Wednesday, August 1, 2007

Online Discussion

Discussion groups. Blogs.

Online discussions were my first venture into Web 2.0 applications nearly 3 years ago. What prompted the move? Students who were shy about participating in the classroom. I wasn't hearing their voice and thinking. Their classmates weren't either. In my mind, it was a necessity to get these students involved: they had to think, and they needed feedback on their thinking from others. I set up a group at YahooGroups, allowed the students to choose their level of anonymity to the other group members (but not to me), and I was off and running. The students could read, respond, and (hopefully!) dialogue.

What's the key to a good discussion? A good question is the start. The question must be open ended and has to allow for some latitude in thinking. Preferably, there are many angles to the question. Anything less, and you'll just get a lot of, "yeah" and "me too." Don't get me wrong, even with a good question, you'll still get a lot of "I agree with 'so-and-so.'"

However, there's more to it than just having good questions.
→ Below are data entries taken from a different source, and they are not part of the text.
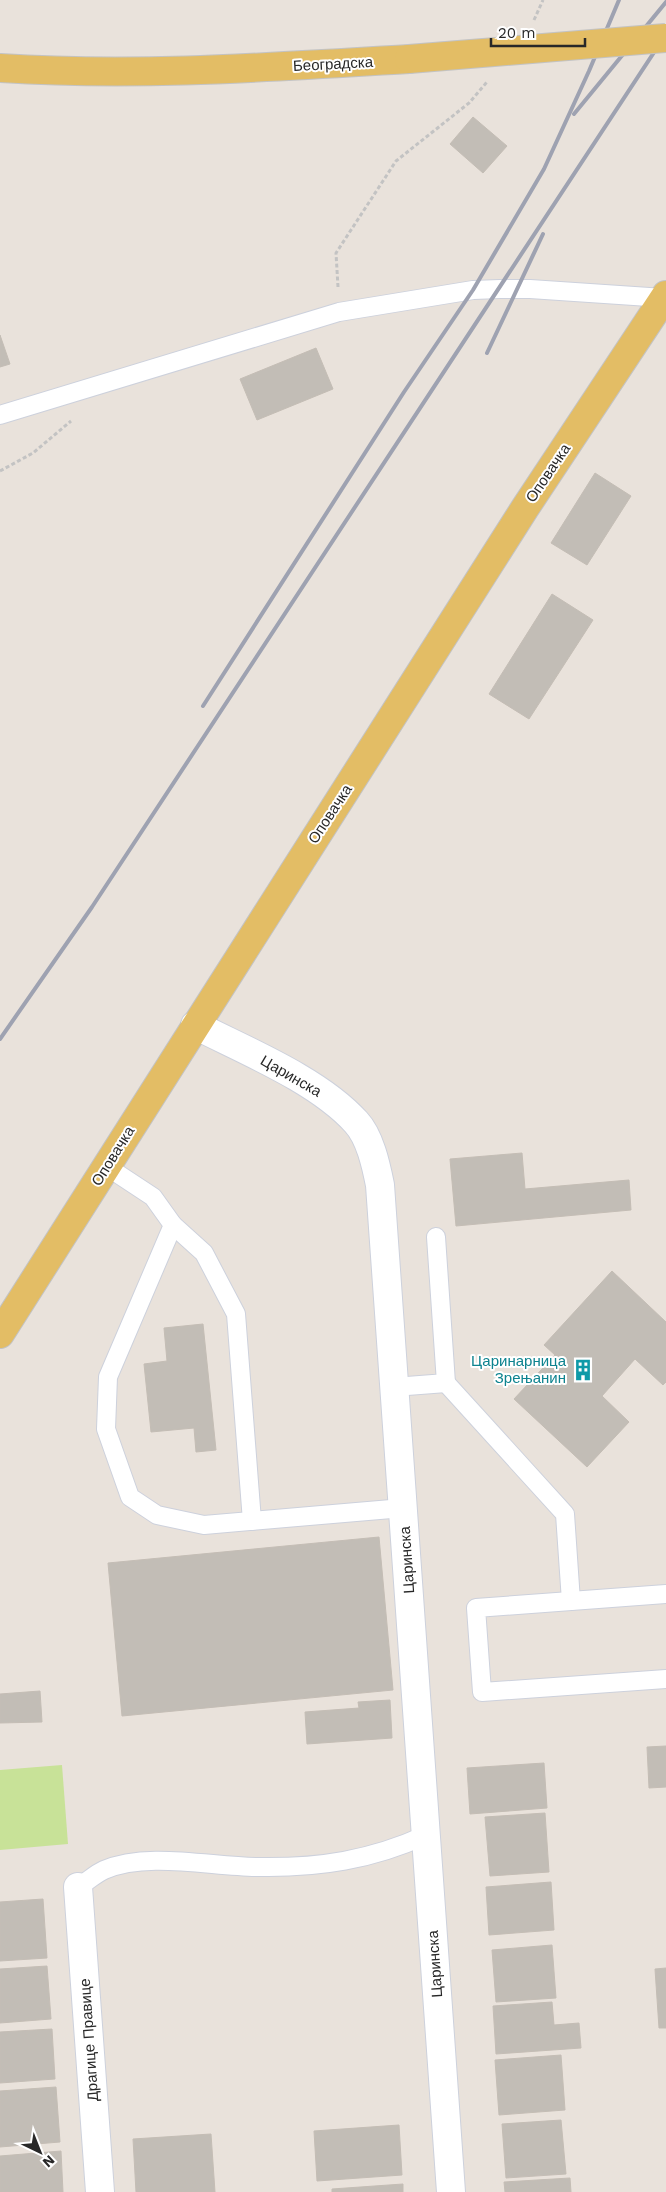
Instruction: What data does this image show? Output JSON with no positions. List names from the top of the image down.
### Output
{
  "streets": {
    "main road": ["Београдска", "Оповачка"],
    "street": ["Царинска", "Драгице Правице"]
  },
  "crossings": [
    ["Оповачка", "Царинска"]
  ],
  "places": {
    "building": ["Царинарница Зрењанин"]
  },
  "scale_bar": "20 m",
  "north": "bottom right"
}
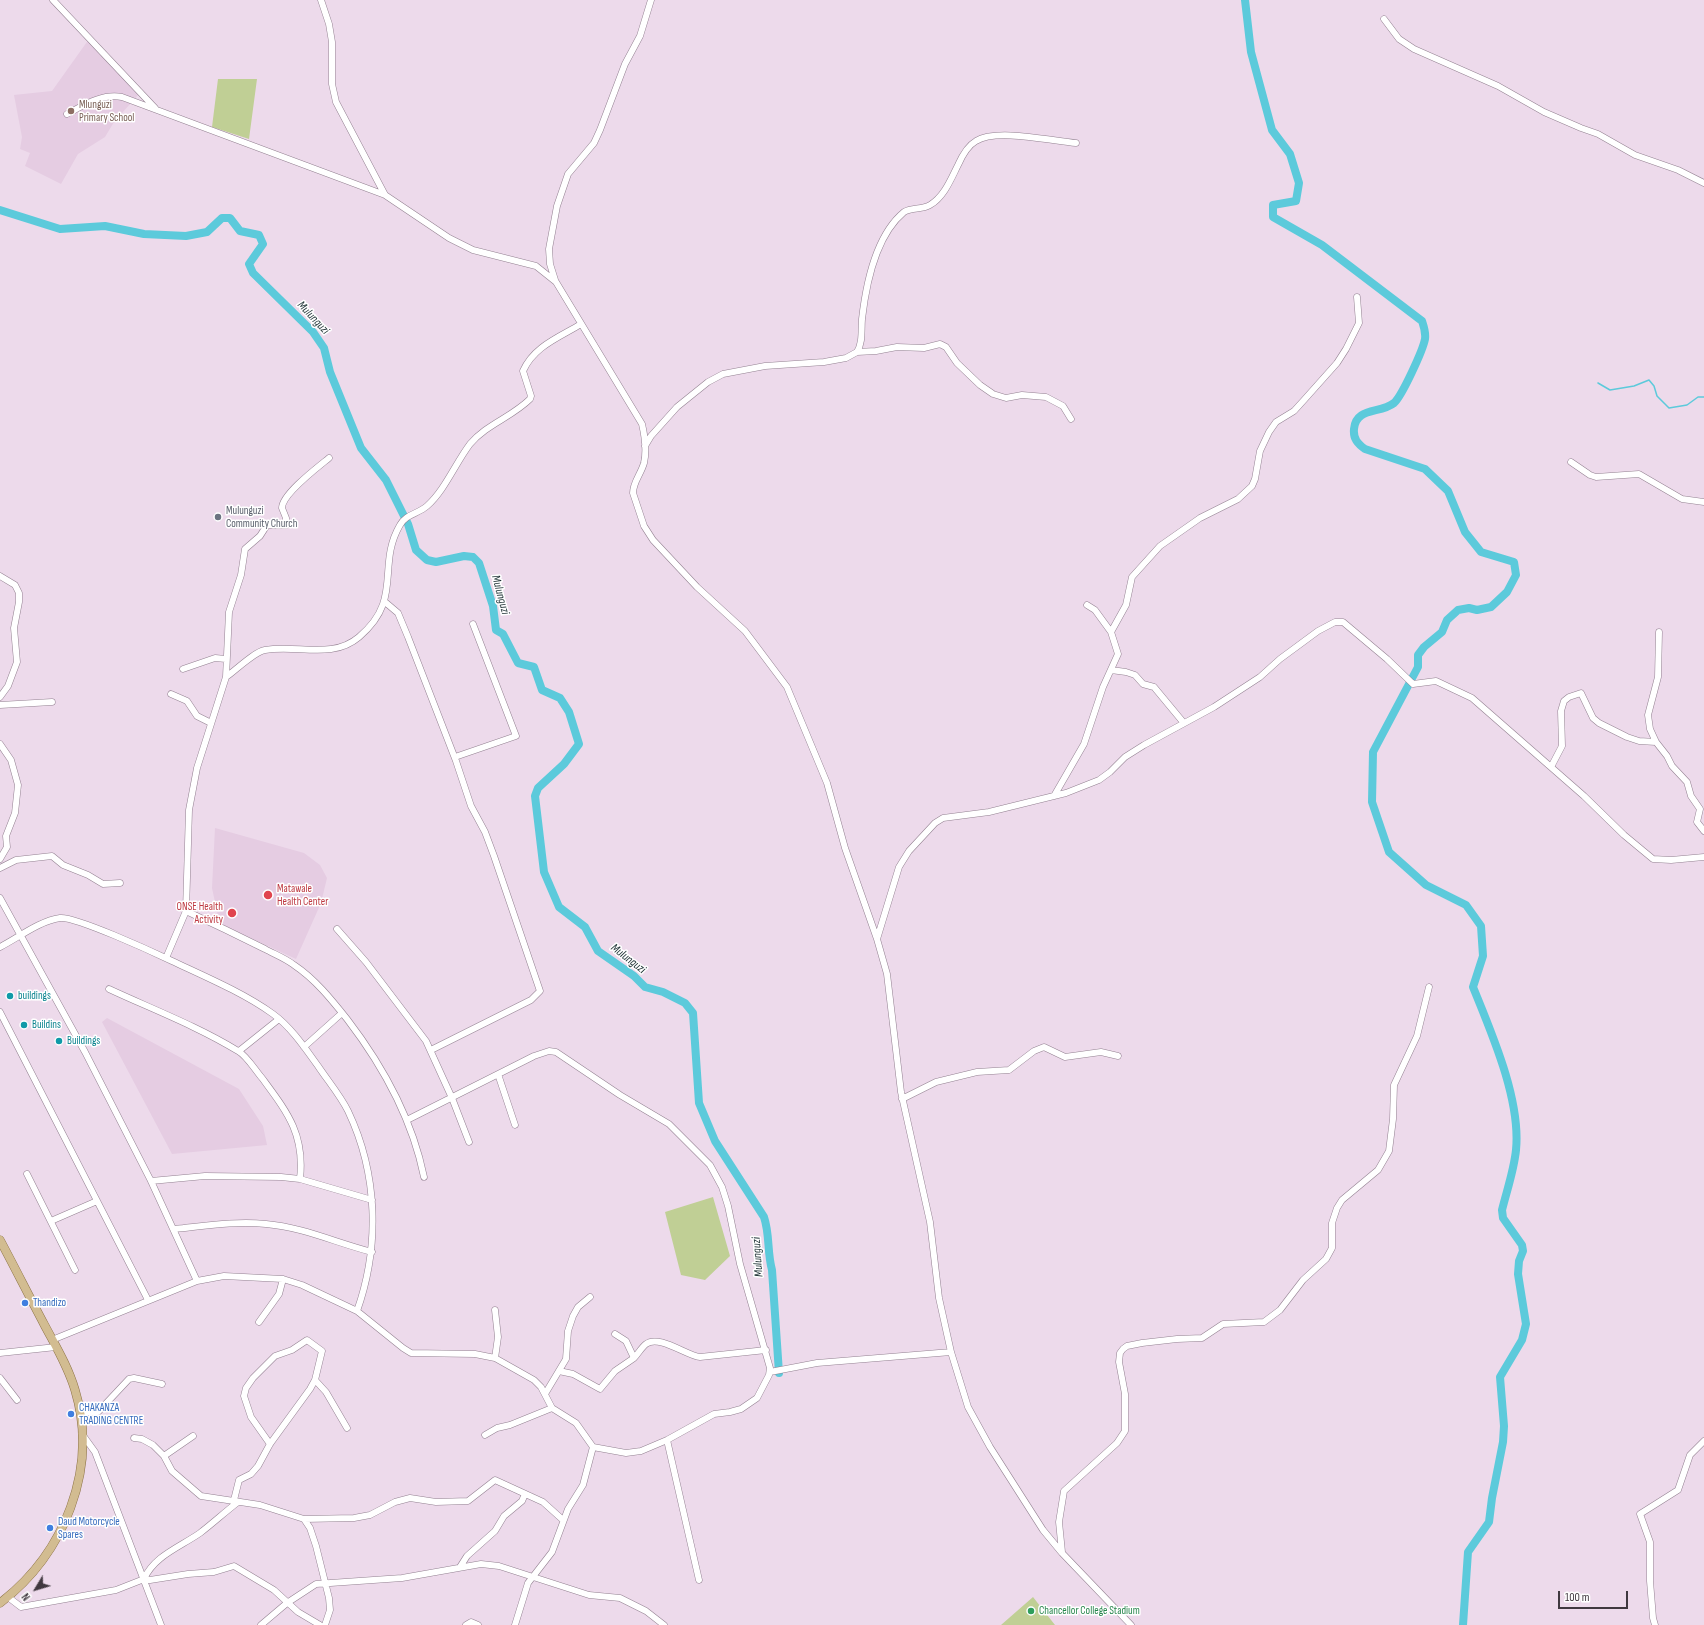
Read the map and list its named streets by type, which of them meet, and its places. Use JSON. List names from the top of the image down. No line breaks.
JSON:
{"water":["Mulunguzi"],"places":["Mlunguzi Primary School","Mulunguzi Community Church","Matawale Health Center","ONSE Health Activity","buildings","Buildins","Buildings","Thandizo","CHAKANZA TRADING CENTRE","Daud Motorcycle Spares","Chancellor College Stadium"],"scale_bar":"100 m","north":"bottom left"}
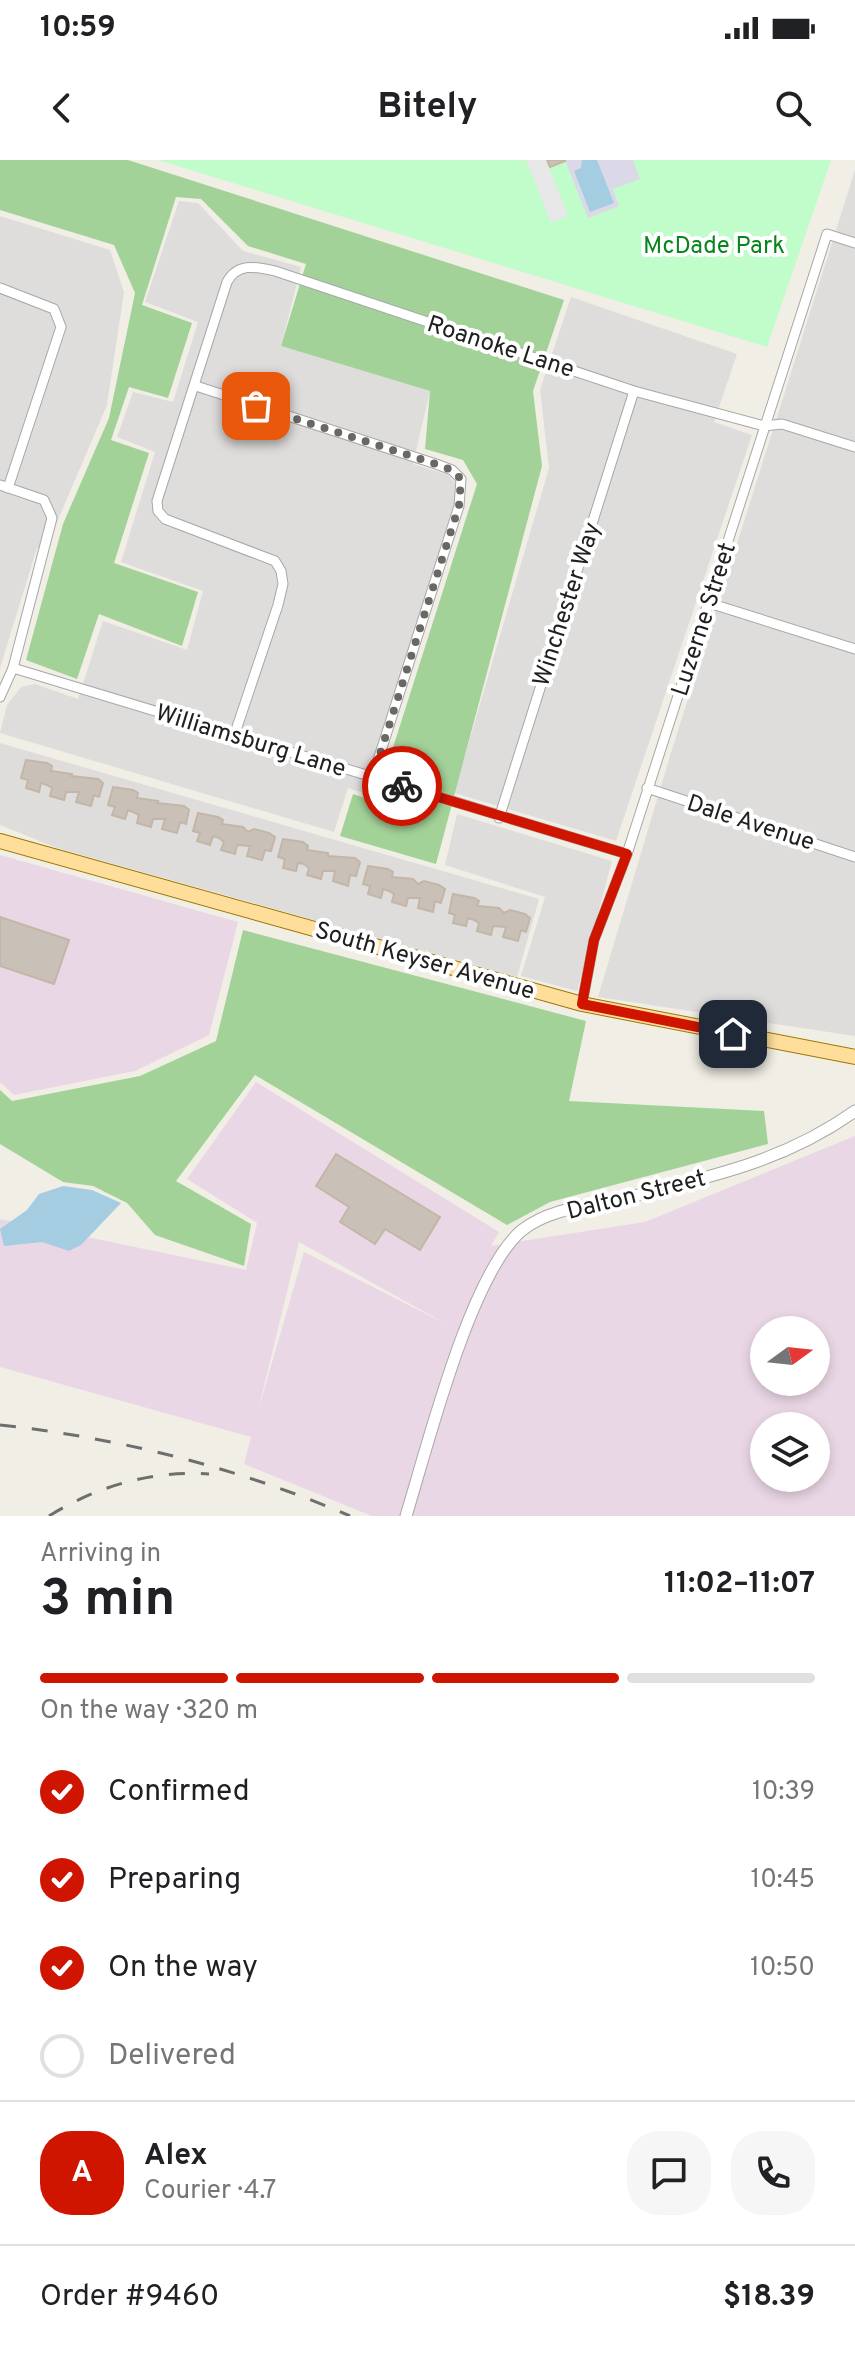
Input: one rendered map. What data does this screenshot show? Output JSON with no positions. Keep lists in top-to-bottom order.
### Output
{
  "streets": {
    "main road": ["South Keyser Avenue"],
    "street": [
      "Roanoke Lane",
      "Winchester Way",
      "Luzerne Street",
      "Williamsburg Lane",
      "Dale Avenue",
      "Dalton Street"
    ]
  },
  "crossings": [
    ["Roanoke Lane", "Winchester Way"],
    ["Roanoke Lane", "Luzerne Street"],
    ["Winchester Way", "Williamsburg Lane"],
    ["Luzerne Street", "Williamsburg Lane"],
    ["Luzerne Street", "Dale Avenue"],
    ["Luzerne Street", "South Keyser Avenue"]
  ],
  "parks": ["McDade Park"],
  "north": "right",
  "page": {
    "status": "10:59",
    "header": "Bitely",
    "heading": ["3 min", "Arriving in", "11:02–11:07"],
    "panel": [
      "Alex",
      "Courier · 4.7",
      "Order #9460",
      "$18.39"
    ],
    "bar": "On the way · 320 m",
    "list": [
      ["Confirmed", "10:39"],
      ["Preparing", "10:45"],
      ["On the way", "10:50"],
      "Delivered"
    ],
    "round": "A"
  }
}
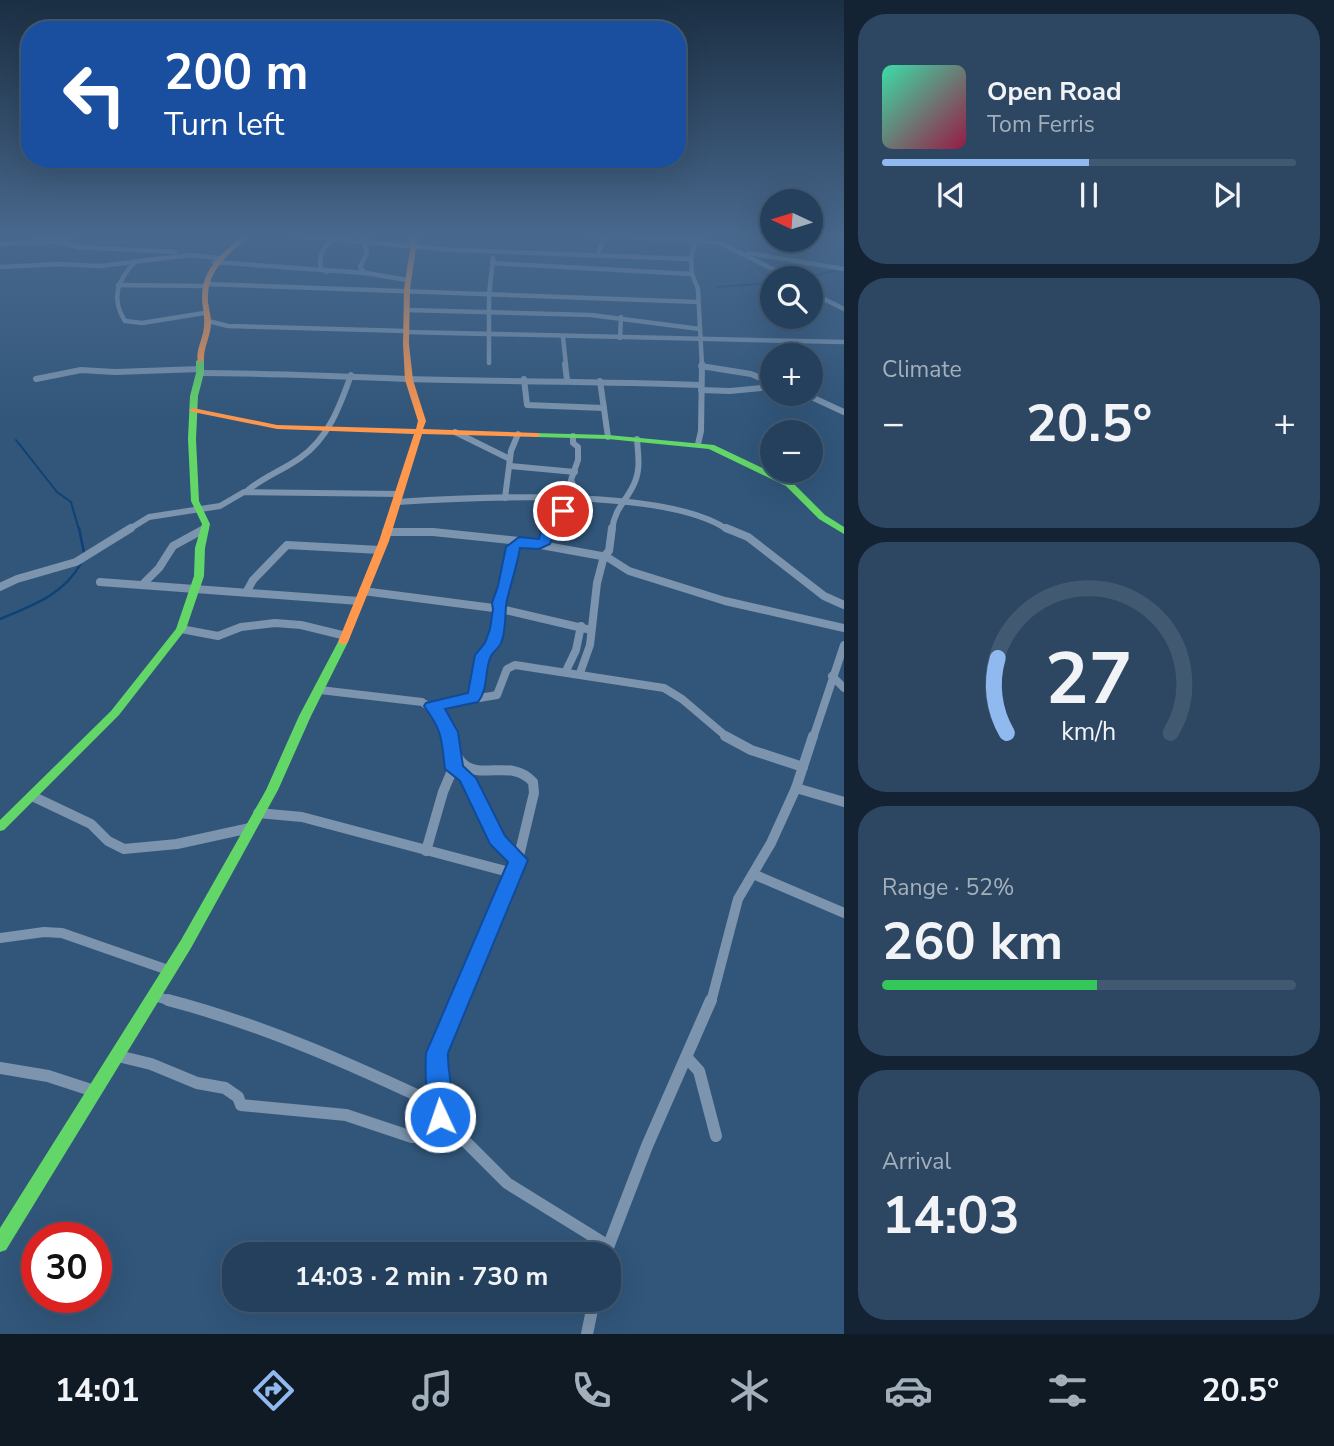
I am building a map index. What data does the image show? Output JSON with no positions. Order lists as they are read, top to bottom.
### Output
{
  "north": "left",
  "page": {
    "turn": ["200 m", "Turn left"],
    "song": ["Open Road", "Tom Ferris"],
    "map_buttons": ["+", "−"],
    "tile": [
      "Climate",
      ["Range · 52%", "260 km"],
      ["Arrival", "14:03"]
    ],
    "heat": ["−", "20.5°", "+"],
    "limit": "30",
    "trip": "14:03 · 2 min · 730 m",
    "tabs": ["14:01", "20.5°"],
    "gauge": ["27", "km/h"]
  }
}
At first, even with the best questions, the students will only want to talk to you, the teacher. While that's fine, where's the interaction? The challenge? The analysis? The depth of thought?

Things really start to groove when they really discuss and talk to each other: when they ask for clarification, ask questions, and challenge assertions. How, though, can you get the kids to that place? The only answer I've found is this: with time. But I'm impatient. How can I get them to move there more quickly? Hmmm...

2 comments:

Dianne Krause said...

Scott-
I also use discussion boards with my French 5 class. It was an experiment last year and a good one at that.. I'm continuing it this year on my wikispaces until the moodle is up and running in my district.

I feel that my angle is a bit different since I'm asking my students not only to discuss, but to discuss in French. I agree with you that the questions have to pose different viewpoints or there is a lot of "me too" etc.

The thing that got to me is that a lot of the time the students were only doing the discussion board because they had to. I asked them to respond to my question then read and respond to 3 of their peer's posts. It was quite obvious that some students just answered the first 3 people who posted, etc. And, sometimes there would be questions posed to them that never got answered because they never went back to look! How do we get the kids to WANT to do it?

Anonymous said...

Dianne,

What you describe in your third paragraph is where I'm thinking of going: answer the question and respond to someone else's post (hadn't decided on how many). I too have experienced questions being posed to a poster going unanswered.

Is setting a grading expectation (if you are asked a question, you must respond to it) going to make them want to do it? I may try.